- Extracted material:
Content starts

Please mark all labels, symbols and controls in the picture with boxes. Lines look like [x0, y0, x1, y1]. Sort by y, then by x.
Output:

Content ends
Content starts

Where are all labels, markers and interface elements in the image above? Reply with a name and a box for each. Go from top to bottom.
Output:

Content ends
Content starts

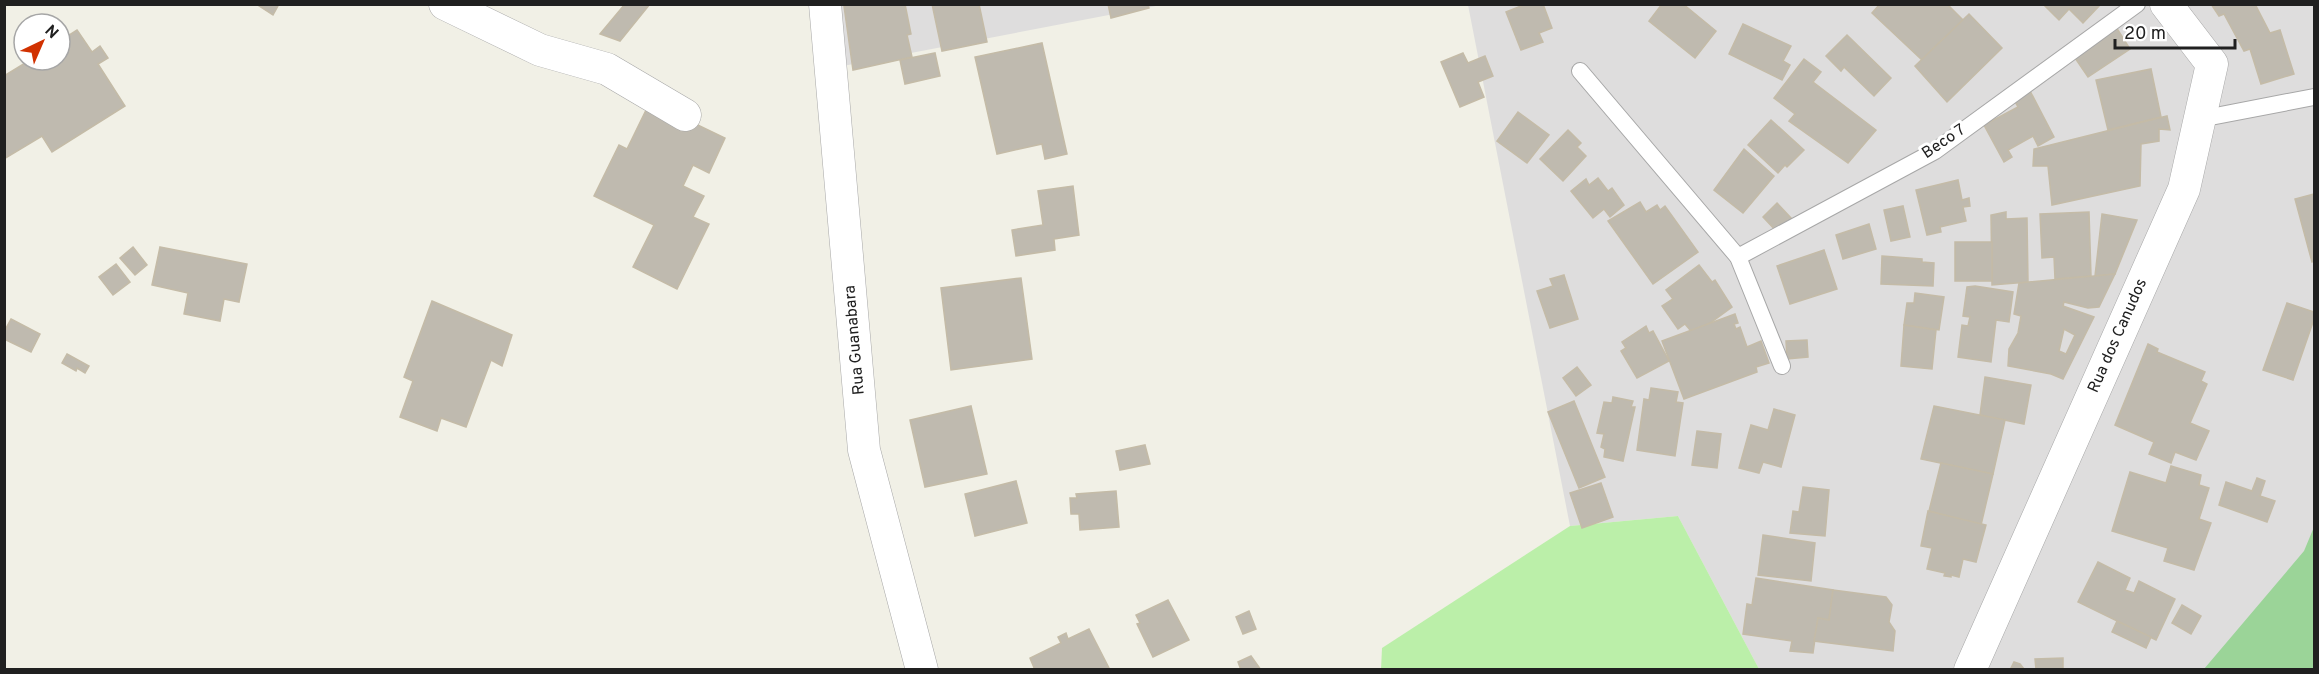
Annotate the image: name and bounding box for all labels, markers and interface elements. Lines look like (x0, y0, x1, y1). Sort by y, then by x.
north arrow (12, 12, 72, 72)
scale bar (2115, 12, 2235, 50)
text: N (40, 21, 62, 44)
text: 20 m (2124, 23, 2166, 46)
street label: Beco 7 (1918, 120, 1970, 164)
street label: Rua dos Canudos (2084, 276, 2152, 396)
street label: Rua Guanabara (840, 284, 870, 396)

Content ends

- Work instructions: Could you copy every line in the records that holds "with"?

- Exercise output:
Please mark all labels, symbols and controls in the picture with boxes. Lines look like [x0, y0, x1, y1]. Sort by y, then by x.
Where are all labels, markers and interface elements in the image above? Reply with a name and a box for each. Go from top to bottom.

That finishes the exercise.